Coach Meyer exclaimed at halftime, shaking his fist joyously. “That’s cold-blooded
killing,
son!”

It was true. I was out there murdering everybody. The second half began, and we continued to destroy them. All the life and enthusiasm drained out of the Long Beach City College football team like a warm, gentle piss.
Can’t stop me,
I thought, deeply vindicated.
You might as well go home . . .

“Killing!”
Josh Paxton screamed, as we ran up the score on them, ran their hopes and dreams into the muck.

With four minutes remaining in the fourth quarter, I sacked the quarterback for a final time. Standing up, I raised my arms up to celebrate. It was the best I’d felt on a football field since arriving at Riverside Community Shithole. No adversity could stop me. Not poverty, not drunks in my dorm, not Rhonda, not my deadbeat dad.

Meanwhile, the hugest lineman on the Long Beach team sped toward me.

I am Jesse James,
I thought with satisfaction, my helmet tipped down over my eyes.
And I am headed for greatness!

Just then, the lineman drilled me right in the knee. My pain was so immediate and so intense that I puked in my helmet even before I hit the ground.

“FUGGGHHH!”
I wailed, vomit spraying out of my mouth and coating my chin.

It was a crippling hit. The force of impact folded my leg up completely, until my ankle touched my hip. In a single instant, I realized what had happened. Staring at my leg in disbelief, the adrenaline took over, and I went crazy with rage. I was well beyond livid: I needed instant revenge. But unfortunately, I couldn’t stand up. My knee was totally shattered.

“YOU
MOTHERFUCKERS
!” I screamed, trying to hobble my way toward anyone on their team. Unable to move, in desperation, I heaved my vomit-smeared helmet toward the other coach. “YOU CHEAP FUCKING BASTARD!”

Emergency attendants dashed onto the field and strapped me to a stretcher, dodging my blows as I swung at them. I strained against the taut nylon restraints of the stretcher, tears involuntarily streaming from my eyes. “No. No.”

I was rushed to the hospital, and they performed surgery that night. I don’t remember much of the operation. They knocked me out pretty good for most of it.

But when I woke up that night, I was more afraid than I had ever been in my whole life.

——

 

I lay in my hospital bed in a white gown, sweating and staring up at the ceiling. My heart was trip-hammering a million beats a minute.

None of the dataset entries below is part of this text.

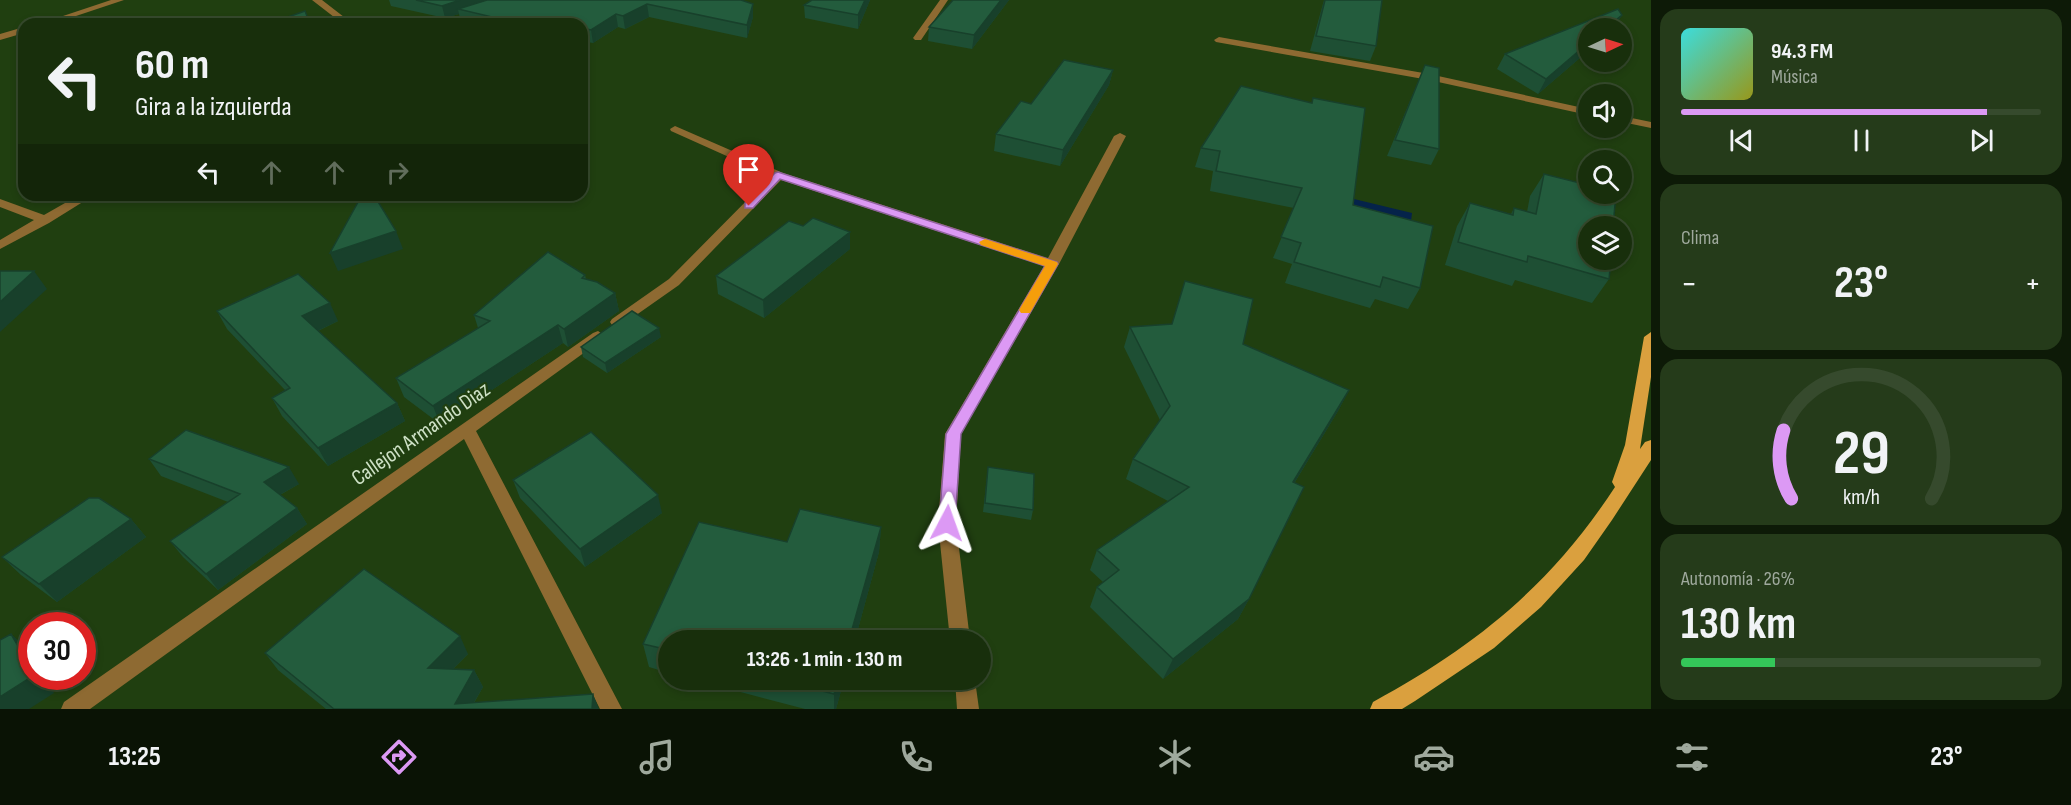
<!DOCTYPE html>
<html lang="es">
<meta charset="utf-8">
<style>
:root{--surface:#182f0c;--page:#253b1a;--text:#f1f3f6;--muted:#9fa99d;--line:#364a2d;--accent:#dc99f4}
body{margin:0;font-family:"Sofia Sans Condensed",sans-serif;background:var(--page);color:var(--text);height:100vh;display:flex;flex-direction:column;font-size:22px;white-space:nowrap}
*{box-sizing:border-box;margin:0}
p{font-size:20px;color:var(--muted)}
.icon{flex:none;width:33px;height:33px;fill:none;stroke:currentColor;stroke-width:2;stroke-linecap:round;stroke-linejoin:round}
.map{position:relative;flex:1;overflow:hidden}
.side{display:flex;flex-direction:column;gap:9px;padding:9px;background:#0d1a07;width:420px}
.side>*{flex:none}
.banner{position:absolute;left:18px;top:18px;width:570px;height:183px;border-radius:18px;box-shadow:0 3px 9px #0003,0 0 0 2px var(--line);background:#182f0c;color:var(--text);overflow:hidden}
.needle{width:39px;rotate:86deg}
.controls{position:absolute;left:1578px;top:18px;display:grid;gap:12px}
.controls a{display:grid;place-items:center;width:54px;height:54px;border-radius:50%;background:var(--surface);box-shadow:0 3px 9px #0003,0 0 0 2px var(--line);font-size:30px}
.speed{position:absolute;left:18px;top:612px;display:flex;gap:12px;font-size:30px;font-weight:700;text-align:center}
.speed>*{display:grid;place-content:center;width:78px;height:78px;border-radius:50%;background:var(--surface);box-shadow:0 3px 9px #0003,0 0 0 2px var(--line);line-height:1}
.speed .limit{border:9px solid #d22;background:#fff;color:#111}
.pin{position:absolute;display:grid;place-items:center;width:51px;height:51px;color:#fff;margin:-62px -26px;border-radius:50% 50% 50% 0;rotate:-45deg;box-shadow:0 0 6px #0007}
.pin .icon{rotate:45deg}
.me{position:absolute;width:66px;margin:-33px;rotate:4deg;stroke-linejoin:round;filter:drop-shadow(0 0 4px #0008)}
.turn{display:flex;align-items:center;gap:21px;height:126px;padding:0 18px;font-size:27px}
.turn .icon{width:78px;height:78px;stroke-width:2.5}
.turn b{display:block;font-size:42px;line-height:51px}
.lanes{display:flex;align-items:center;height:57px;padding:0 18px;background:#0003;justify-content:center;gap:30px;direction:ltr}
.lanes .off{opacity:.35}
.big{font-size:45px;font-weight:700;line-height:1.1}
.side .tile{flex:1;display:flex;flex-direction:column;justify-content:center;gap:9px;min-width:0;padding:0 21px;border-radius:18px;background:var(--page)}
.side .dial{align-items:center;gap:0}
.dial svg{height:156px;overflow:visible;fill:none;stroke:var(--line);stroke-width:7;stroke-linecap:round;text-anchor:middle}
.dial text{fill:var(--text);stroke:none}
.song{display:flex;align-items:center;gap:18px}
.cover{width:72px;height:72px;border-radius:9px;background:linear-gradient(135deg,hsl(180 70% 55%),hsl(60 70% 35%))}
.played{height:6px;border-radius:3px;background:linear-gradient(90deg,var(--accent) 85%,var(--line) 85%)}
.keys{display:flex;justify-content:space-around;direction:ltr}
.heat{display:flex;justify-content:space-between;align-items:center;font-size:33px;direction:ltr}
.charge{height:9px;border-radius:4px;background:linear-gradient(90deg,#34c759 26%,var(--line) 0)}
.trip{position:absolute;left:658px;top:630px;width:333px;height:60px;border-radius:30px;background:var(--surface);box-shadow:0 3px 9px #0003,0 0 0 2px var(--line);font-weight:700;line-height:60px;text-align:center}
.dock{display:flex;height:96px;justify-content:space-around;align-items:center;background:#0a1305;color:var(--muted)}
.dock .icon{width:42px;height:42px}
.dock .selected{color:var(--accent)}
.dock b{font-size:27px;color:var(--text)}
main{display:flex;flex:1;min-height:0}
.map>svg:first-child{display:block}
.water{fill:#05234a}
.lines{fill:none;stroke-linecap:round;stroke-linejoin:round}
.minor{fill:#8e6a32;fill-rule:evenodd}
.major{fill:#daa03e;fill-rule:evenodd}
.wall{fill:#1e4f34}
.shaded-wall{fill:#18402b}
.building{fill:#235c3d;stroke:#18402b;stroke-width:1.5}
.route{fill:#dc99f4;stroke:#8f639f;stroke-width:1.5}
.slow{fill:#f59e0b}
.labels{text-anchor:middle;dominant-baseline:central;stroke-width:4.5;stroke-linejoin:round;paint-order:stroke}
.street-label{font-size:22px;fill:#cee1c6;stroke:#203f10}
</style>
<main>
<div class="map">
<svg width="1651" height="709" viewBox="0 0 1651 709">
<rect width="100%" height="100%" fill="#203f10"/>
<path class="water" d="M 1354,199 L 1412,213 L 1410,230 L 1350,215 Z"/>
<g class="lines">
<path class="minor" d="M 111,0 L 124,0 L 52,24 L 39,24 Z
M 312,0 L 322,0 L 353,24 L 343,24 Z
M 508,0 L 521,0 L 448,24 L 435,24 Z
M 940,0 L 948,0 L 921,40 L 915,40 L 913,38 Z
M 24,27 L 24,33 L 0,40 L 0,34 Z
M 1219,37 L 1429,74 L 1588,109 L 1588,115 L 1429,80 L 1216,42 L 1214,40 Z
M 1622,116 L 1651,122 L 1651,128 L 1622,122 Z
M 675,126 L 783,173 L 1048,258 L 1114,136 L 1120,133 L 1126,136 L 1059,264 L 961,434 L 956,523 L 970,640 L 950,640 L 938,523 L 945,434 L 1044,266 L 781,180 L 679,285 L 622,325 L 612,325 L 610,322 L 612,319 L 669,279 L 771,176 L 671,131 L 670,129 Z
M 79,195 L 94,195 L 49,223 L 0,249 L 0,240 L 34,220 L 0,207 L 0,199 L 44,215 Z
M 598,331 L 605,336 L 603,339 L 476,431 L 622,709 L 600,709 L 464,439 L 90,709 L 61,709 L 64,702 L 593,333 Z
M 955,680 L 975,680 L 979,709 L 957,709 Z"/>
<path class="major" d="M 1651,332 L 1651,377 L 1640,449 L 1645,442 L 1651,440 L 1651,460 L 1612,520 L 1584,560 L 1541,607 L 1494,648 L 1415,701 L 1402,709 L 1370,709 L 1373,702 C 1477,645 1550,586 1615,487 L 1612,482 L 1625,445 L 1644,337 Z"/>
</g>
<path class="wall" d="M 389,0 L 741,0 L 753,4 L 753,17 L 747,38 L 649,17 L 625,29 L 618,27 L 593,43 L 582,41 L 582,24 L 470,24 L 461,22 L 459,14 L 445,18 L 391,6 Z
M 870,0 L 858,29 L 805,18 L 804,5 Z
M 953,0 L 1009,0 L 972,49 L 928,41 L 929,27 Z
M 1324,0 L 1376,46 L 1370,61 L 1310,51 Z
M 1622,15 L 1614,28 L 1588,28 L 1588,51 L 1538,94 L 1497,69 L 1505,54 Z
M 1425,65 L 1439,149 L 1431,165 L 1387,156 Z
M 1113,70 L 1109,85 L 1060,166 L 994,151 L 996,134 L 1031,104 Z
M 1313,98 L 1353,205 L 1420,288 L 1408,309 L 1375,299 L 1370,308 L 1285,283 L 1292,264 L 1273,258 L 1294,208 L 1210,191 L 1213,171 L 1195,167 L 1201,148 L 1312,103 Z
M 1544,174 L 1609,279 L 1592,303 L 1515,280 L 1512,286 L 1445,265 L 1457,226 L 1470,203 L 1511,214 L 1514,208 L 1527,212 L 1530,196 Z
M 850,249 L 764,318 L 718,294 L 716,276 Z
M 585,275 L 586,279 L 615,293 L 619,311 L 568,347 L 563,343 L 440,424 L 404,397 L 396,378 L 478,328 L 474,315 Z
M 1185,281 L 1243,344 L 1349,390 L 1338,411 L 1295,482 L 1249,599 L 1238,619 L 1163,679 L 1090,607 L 1097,587 L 1103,582 L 1090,570 L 1097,550 L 1168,501 L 1126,479 L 1133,459 L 1160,420 L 1124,347 L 1130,327 L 1172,324 Z
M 217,311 L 338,321 L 318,331 L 397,403 L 405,421 L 328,466 L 282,416 L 272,398 L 285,390 L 227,329 Z
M 661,337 L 607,373 L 583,357 L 581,347 Z
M 149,459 L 299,484 L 280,495 L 297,508 L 307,524 L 218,590 L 183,557 L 170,541 L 228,502 L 161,476 Z
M 988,467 L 1033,510 L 1031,520 L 983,512 Z
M 513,480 L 662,513 L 585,567 L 520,498 Z
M 131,519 L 146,537 L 57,602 L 21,575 L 2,557 Z
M 881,527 L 879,552 L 855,640 L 669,640 L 669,673 L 649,667 L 643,644 Z
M 265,653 L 468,654 L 453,669 L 474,670 L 483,687 L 474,703 L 599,709 L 326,709 L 278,670 Z
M 695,680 L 844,680 L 836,709 L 805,709 Z"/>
<path class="shaded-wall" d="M 460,0 L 501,0 L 458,9 L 459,14 L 445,18 L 442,6 Z
M 865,0 L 870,0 L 858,29 L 858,15 Z
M 1001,0 L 1009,0 L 972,49 L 974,35 Z
M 647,4 L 649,17 L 625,29 L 623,16 Z
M 753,4 L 753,17 L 747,38 L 747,25 Z
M 616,14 L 618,27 L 593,43 L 591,30 Z
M 1622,15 L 1614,28 L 1606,28 Z
M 532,18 L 533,24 L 518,24 L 517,23 Z
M 1588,43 L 1588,51 L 1538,94 L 1546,79 Z
M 1113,70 L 1109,85 L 1060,166 L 1063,150 Z
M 396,231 L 403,249 L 338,271 L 330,253 Z
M 850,232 L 850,249 L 764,318 L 763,300 Z
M 34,271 L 47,289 L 0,332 L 0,302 Z
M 615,293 L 619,311 L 568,347 L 564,329 Z
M 330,303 L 338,321 L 311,334 L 302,316 Z
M 558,325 L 563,343 L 440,424 L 433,406 Z
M 659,328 L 661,337 L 607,373 L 605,363 Z
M 1349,390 L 1338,411 L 1282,503 L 1293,482 Z
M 397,403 L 405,421 L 328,466 L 318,448 Z
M 289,467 L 299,484 L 274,498 L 264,482 Z
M 658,495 L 662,513 L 585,567 L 580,549 Z
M 297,508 L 307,524 L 218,590 L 206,574 Z
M 131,519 L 146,537 L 57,602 L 39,584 Z
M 881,527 L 879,552 L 855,640 L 849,640 Z
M 1249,599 L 1238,619 L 1163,679 L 1173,659 Z
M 11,634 L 32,653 L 32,670 Z
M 460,636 L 468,654 L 437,685 L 428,668 Z
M 474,670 L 483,687 L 470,709 L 455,704 Z
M 33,676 L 45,676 L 54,693 L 29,709 L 0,709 L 0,697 Z
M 838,680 L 844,680 L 836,709 L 834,709 L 834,694 Z
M 593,694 L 599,709 L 592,709 Z"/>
<path class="building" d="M 416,0 L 460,0 L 442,6 Z
M 487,0 L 741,0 L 753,4 L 747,25 L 647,4 L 623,16 L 616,14 L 591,30 L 582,28 L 582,24 L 561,24 L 532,18 L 517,23 L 458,9 Z
M 812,0 L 865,0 L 858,15 L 804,5 Z
M 953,0 L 1001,0 L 974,35 L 929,27 Z
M 1325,0 L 1382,0 L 1376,46 L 1316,36 Z
M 1618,9 L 1622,15 L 1606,28 L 1588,28 L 1588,43 L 1546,79 L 1505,54 Z
M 305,11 L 310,24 L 268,24 Z
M 1064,60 L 1113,70 L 1063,150 L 996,134 L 1021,101 L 1031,104 Z
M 1425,65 L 1439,68 L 1439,149 L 1395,140 Z
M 1241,86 L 1312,103 L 1313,98 L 1365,108 L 1353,205 L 1433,226 L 1420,288 L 1383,277 L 1380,287 L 1294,262 L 1301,243 L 1281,237 L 1302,188 L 1216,171 L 1220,151 L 1201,148 Z
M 1544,174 L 1588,185 L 1588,194 L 1616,194 L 1613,226 L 1588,226 L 1588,260 L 1611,260 L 1609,279 L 1528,256 L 1527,262 L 1458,242 L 1470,203 L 1513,215 L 1514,208 L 1536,214 Z
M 362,195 L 374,195 L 396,231 L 330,253 Z
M 813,218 L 850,232 L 763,300 L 716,276 L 789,221 L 803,226 Z
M 548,252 L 585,275 L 582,278 L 597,282 L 615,293 L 564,329 L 558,325 L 433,406 L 396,378 L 490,321 L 474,315 Z
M 0,271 L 34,271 L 0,302 Z
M 298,274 L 330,303 L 302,316 L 397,403 L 318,448 L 272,398 L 290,388 L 217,311 Z
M 1185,281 L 1253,299 L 1243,344 L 1349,390 L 1293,482 L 1304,487 L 1249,599 L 1173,659 L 1097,587 L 1119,570 L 1097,550 L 1189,487 L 1133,459 L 1170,406 L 1130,327 L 1172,324 Z
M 632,311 L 659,328 L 605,363 L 581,347 Z
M 186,430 L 289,467 L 264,482 L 297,508 L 206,574 L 170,541 L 240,494 L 149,459 Z
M 591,432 L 658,495 L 580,549 L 513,480 Z
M 988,467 L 1034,474 L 1033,510 L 985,503 Z
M 89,498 L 99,498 L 131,519 L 39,584 L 2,557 Z
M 800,509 L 881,527 L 849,640 L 669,640 L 669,650 L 643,644 L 699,522 L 787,542 Z
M 364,569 L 460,636 L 428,668 L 474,670 L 455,704 L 593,694 L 592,709 L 334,709 L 265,653 Z
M 11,634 L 32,670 L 32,676 L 33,676 L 0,697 L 0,640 Z
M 780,680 L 838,680 L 834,694 Z"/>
<path class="route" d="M 778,172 L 1057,262 L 1058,264 L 961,434 L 955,523 L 953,528 L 947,530 L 941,528 L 939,523 L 946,434 L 1045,266 L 780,179 L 753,208 L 745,208 L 745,203 L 775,173 Z"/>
<path class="slow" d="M 985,239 L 1057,262 L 1058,264 L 1030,313 L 1021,313 L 1019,310 L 1045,266 L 981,245 L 979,242 Z"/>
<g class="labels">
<g class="street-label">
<text transform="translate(421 434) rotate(-35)">Callejon Armando Diaz</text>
</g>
</g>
</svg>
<div class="controls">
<a><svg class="needle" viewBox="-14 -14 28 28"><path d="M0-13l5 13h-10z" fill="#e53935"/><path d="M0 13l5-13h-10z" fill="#9fa99d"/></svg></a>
<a><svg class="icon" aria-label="sound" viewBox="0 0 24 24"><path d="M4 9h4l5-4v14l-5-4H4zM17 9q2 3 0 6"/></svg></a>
<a><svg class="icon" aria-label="search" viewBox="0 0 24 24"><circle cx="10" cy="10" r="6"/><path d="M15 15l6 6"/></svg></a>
<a><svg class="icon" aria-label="layers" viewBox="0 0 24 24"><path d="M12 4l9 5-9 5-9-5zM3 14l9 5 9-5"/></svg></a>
</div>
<div class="speed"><div class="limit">30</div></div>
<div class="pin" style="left:749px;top:206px;background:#d93025"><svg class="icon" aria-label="arrive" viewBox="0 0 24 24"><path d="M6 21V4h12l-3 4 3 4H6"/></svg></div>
<svg class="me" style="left:947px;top:523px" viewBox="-20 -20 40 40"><path d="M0-17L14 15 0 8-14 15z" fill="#dc99f4" stroke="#fff" stroke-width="4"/></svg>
<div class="trip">13:26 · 1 min · 130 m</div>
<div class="banner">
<div class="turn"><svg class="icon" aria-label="left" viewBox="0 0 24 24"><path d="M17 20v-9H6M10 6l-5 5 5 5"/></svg><div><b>60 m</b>Gira a la izquierda</div></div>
<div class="lanes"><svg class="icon" aria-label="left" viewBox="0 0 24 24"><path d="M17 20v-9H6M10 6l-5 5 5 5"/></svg><svg class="icon off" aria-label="ahead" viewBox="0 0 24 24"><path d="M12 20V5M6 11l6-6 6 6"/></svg><svg class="icon off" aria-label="ahead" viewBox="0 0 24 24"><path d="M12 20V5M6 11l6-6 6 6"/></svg><svg class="icon off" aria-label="right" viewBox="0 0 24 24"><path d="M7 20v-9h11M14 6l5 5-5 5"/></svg></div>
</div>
</div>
<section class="side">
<div class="tile">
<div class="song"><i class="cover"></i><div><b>94.3 FM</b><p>Música</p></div></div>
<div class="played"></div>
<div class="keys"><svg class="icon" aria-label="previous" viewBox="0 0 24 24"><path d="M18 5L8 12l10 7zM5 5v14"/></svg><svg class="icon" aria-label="pause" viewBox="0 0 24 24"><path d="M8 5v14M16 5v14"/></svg><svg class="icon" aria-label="next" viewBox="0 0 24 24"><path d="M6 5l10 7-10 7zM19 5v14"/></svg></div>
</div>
<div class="tile"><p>Clima</p>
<div class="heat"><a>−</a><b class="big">23°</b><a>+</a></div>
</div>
<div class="tile dial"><svg viewBox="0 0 100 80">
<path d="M14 69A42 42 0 1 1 86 69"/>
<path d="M14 69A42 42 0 0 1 10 34" stroke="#dc99f4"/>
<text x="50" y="56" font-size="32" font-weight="700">29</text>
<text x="50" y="72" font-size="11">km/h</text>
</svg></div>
<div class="tile"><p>Autonomía · 26%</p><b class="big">130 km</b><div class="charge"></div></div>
</section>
</main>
<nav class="dock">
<b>13:25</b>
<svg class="icon selected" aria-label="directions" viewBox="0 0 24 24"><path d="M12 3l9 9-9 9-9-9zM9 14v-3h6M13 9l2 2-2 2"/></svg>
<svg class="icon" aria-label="music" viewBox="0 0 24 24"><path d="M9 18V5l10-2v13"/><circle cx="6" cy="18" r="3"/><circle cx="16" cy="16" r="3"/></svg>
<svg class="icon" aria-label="phone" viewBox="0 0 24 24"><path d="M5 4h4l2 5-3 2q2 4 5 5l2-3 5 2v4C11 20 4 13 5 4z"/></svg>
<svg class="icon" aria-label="climate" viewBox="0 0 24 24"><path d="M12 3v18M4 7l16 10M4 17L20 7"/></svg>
<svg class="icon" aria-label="car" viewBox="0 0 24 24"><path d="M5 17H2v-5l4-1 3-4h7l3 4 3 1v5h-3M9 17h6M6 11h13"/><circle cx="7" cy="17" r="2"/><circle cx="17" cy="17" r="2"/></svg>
<svg class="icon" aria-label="filters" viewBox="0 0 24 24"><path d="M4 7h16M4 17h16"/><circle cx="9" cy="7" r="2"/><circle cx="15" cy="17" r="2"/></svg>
<b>23°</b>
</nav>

I have to get out of here,
I thought.
I have to leave here.

I tried to propel myself out of my bed but, to my dismay, found I couldn’t move. My leg, packed into a huge fabric splint, felt like it weighed a thousand pounds.

I cannot be here,
I thought. I looked straight up above me, into the faintly glowing fluorescent light fixture. An industrial hospital aroma, part antiseptic, part flower-scented air freshener, surrounded me. The faint yet constant noise of beeping machines emanated from all corners.

Terror gripped me full force, and with a start, I wrenched myself out of my bed and hopped to the floor. Horrible pain stabbed through my knee. I opened the door, and pulling my hospital gown around me, began to inch my way down the hallway.